### [Problem requirements]
Would you return exactly the lines below from the line with "Serialize what can be read in this" through the line with "Input: one rendered map. Build", both included, and nothing else, leaving out the pictures?

** Opening Supplied records block **

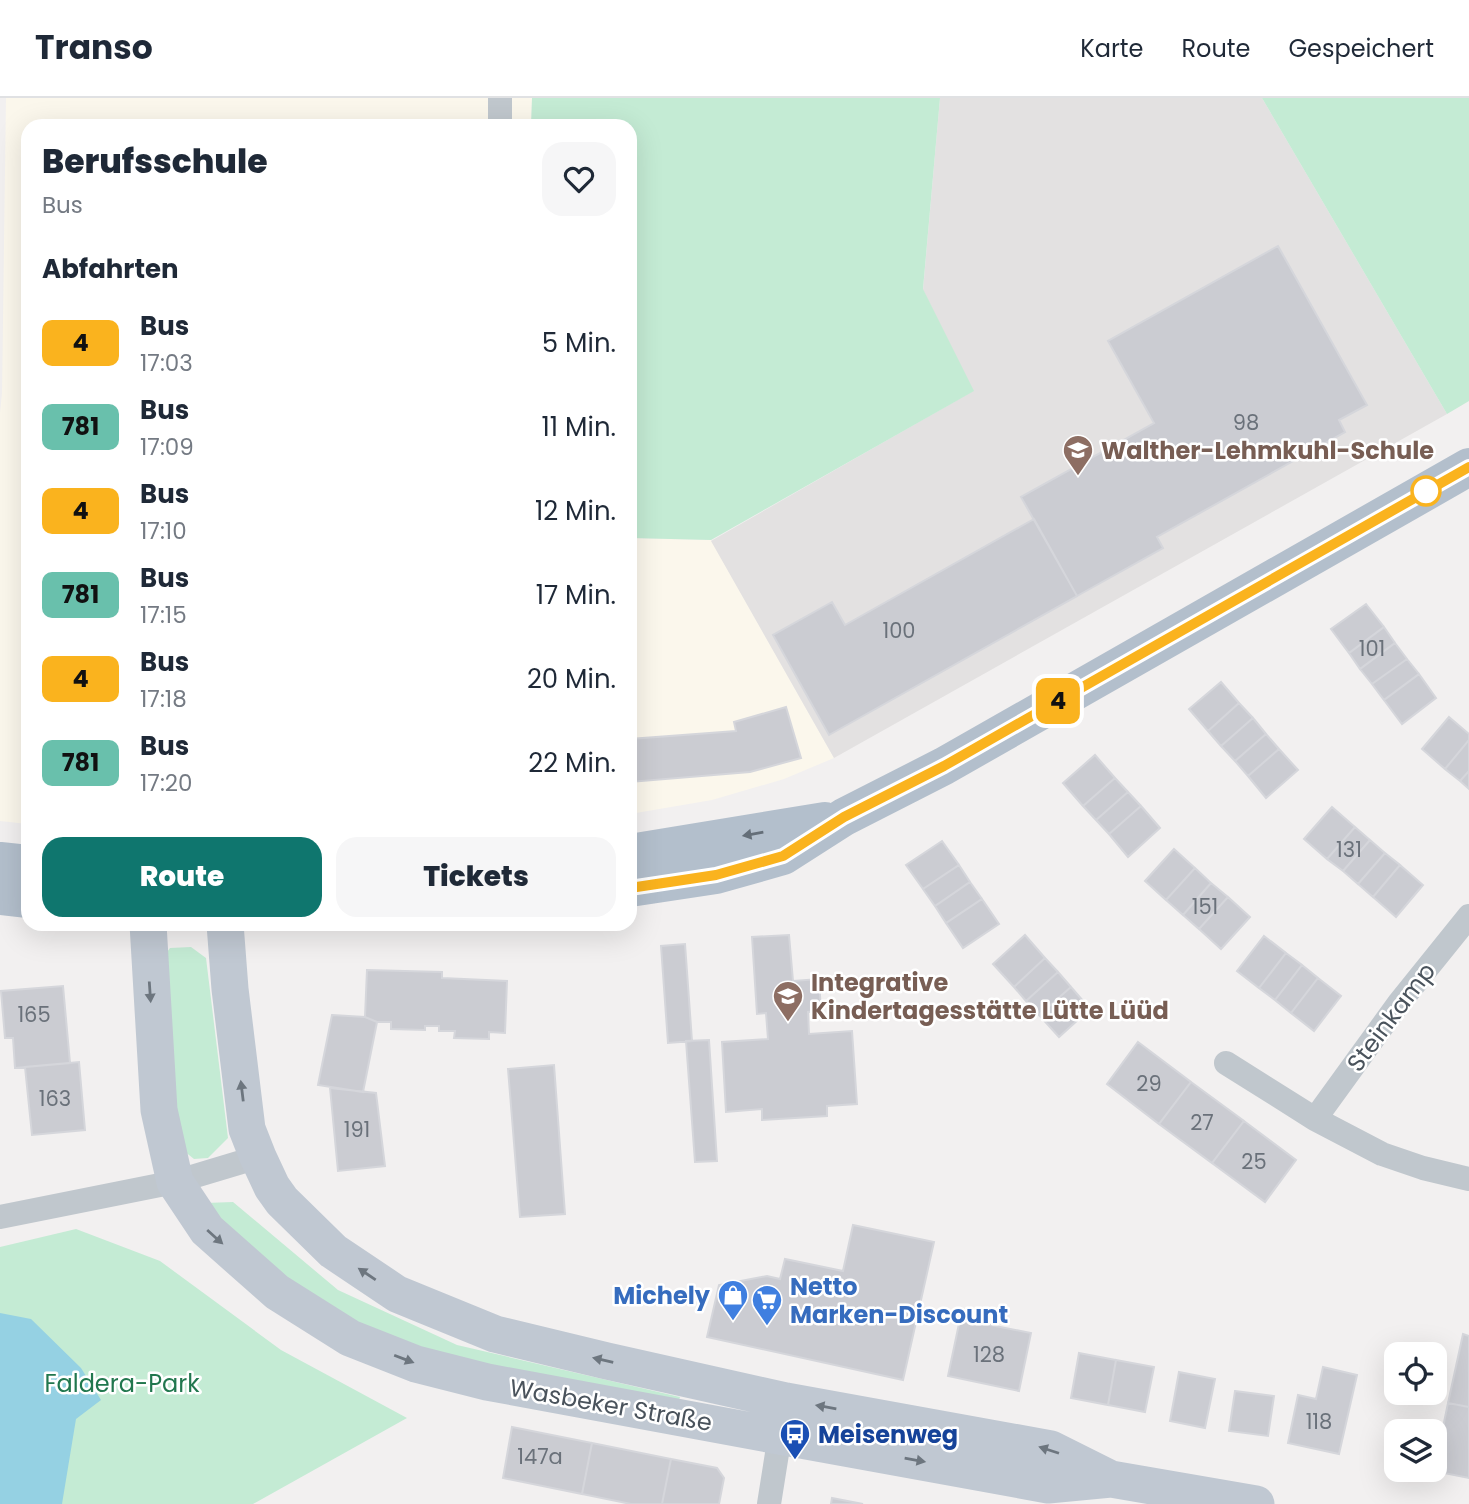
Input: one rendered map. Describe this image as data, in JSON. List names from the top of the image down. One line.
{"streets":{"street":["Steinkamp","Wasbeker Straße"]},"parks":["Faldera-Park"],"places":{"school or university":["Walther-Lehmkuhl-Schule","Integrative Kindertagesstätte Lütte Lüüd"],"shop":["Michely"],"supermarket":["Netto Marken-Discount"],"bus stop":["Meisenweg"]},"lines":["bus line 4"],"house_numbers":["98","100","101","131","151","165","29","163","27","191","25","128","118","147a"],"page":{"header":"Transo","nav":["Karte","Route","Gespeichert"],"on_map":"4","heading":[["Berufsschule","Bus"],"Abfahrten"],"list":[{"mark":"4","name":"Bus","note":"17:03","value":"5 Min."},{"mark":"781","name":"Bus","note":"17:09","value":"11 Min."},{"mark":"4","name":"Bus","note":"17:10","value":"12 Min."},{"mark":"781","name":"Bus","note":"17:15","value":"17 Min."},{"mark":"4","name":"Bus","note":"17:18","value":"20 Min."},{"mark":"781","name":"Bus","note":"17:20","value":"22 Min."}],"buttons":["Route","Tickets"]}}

** Closing Supplied records block **
** Opening Supplied records block **

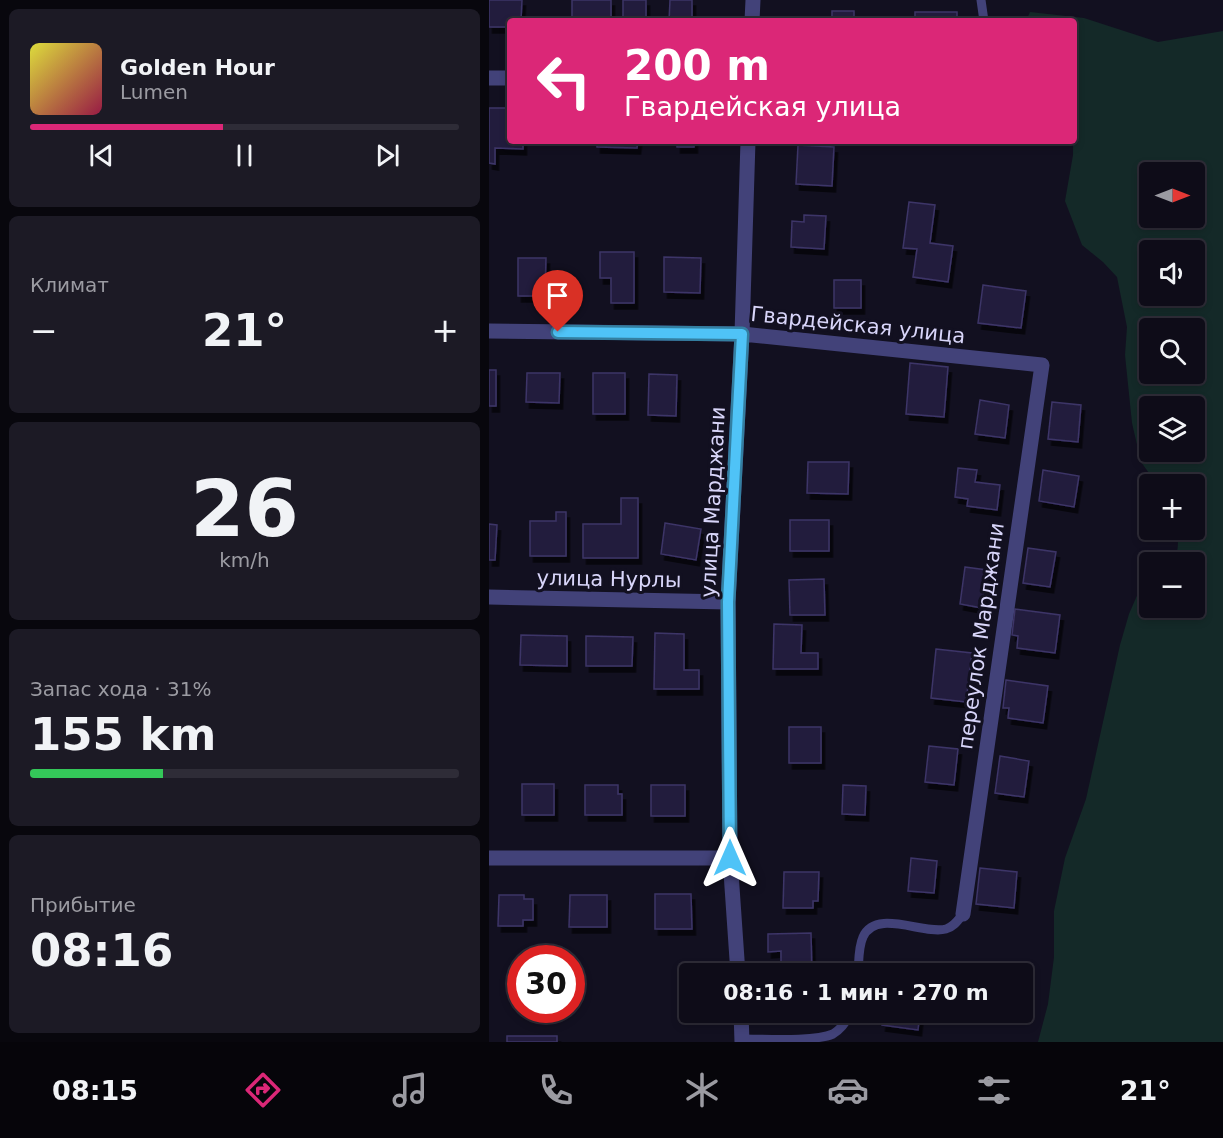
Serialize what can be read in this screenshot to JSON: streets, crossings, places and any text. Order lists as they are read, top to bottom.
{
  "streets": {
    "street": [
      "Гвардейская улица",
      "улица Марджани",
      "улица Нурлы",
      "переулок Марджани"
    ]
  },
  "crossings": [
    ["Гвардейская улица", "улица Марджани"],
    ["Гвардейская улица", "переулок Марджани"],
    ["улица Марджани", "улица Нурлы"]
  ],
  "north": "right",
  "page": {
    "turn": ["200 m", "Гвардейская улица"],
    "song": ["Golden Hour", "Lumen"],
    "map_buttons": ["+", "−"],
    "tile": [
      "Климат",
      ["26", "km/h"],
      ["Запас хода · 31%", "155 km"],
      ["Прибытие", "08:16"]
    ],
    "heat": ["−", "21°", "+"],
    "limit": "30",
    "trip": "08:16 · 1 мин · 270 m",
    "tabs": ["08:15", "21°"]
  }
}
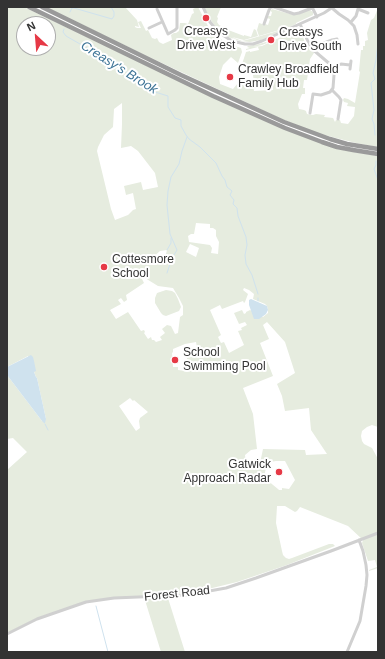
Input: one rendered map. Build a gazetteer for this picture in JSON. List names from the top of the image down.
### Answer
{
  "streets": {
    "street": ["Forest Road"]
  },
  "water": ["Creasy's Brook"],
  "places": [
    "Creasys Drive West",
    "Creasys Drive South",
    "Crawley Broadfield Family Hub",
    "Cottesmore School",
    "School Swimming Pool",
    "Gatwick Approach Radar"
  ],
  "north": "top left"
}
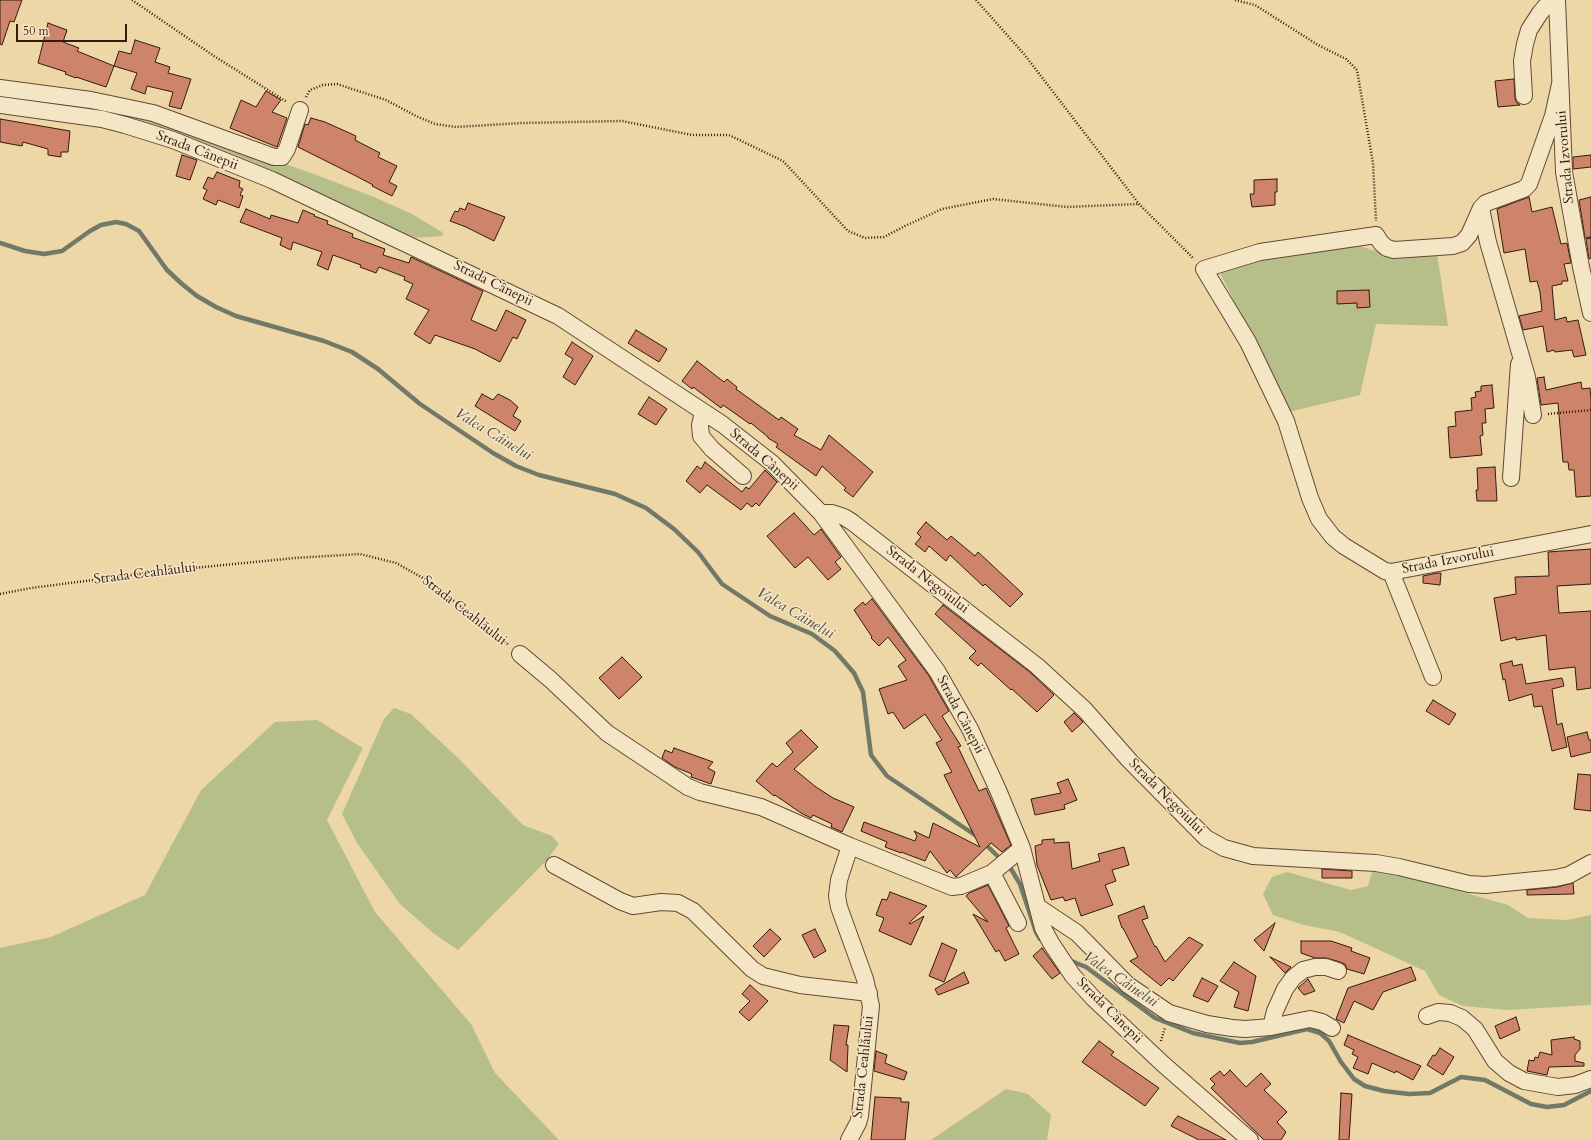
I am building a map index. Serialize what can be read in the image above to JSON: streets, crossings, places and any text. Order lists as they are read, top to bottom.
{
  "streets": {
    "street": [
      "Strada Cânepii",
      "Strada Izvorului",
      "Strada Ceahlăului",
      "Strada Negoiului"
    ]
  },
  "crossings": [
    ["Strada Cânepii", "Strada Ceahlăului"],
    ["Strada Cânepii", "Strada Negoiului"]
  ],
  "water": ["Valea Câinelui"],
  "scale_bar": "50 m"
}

** Closing Supplied records block **

### [Expected output]
Serialize what can be read in this screenshot to JSON: streets, crossings, places and any text. Order lists as they are read, top to bottom.
{
  "streets": {
    "street": [
      "Гвардейская улица",
      "улица Марджани",
      "улица Нурлы",
      "переулок Марджани"
    ]
  },
  "crossings": [
    ["Гвардейская улица", "улица Марджани"],
    ["Гвардейская улица", "переулок Марджани"],
    ["улица Марджани", "улица Нурлы"]
  ],
  "north": "right",
  "page": {
    "turn": ["200 m", "Гвардейская улица"],
    "song": ["Golden Hour", "Lumen"],
    "map_buttons": ["+", "−"],
    "tile": [
      "Климат",
      ["26", "km/h"],
      ["Запас хода · 31%", "155 km"],
      ["Прибытие", "08:16"]
    ],
    "heat": ["−", "21°", "+"],
    "limit": "30",
    "trip": "08:16 · 1 мин · 270 m",
    "tabs": ["08:15", "21°"]
  }
}
Input: one rendered map. Build a gazetteer for this picture in JSON. List names from the top of the image down.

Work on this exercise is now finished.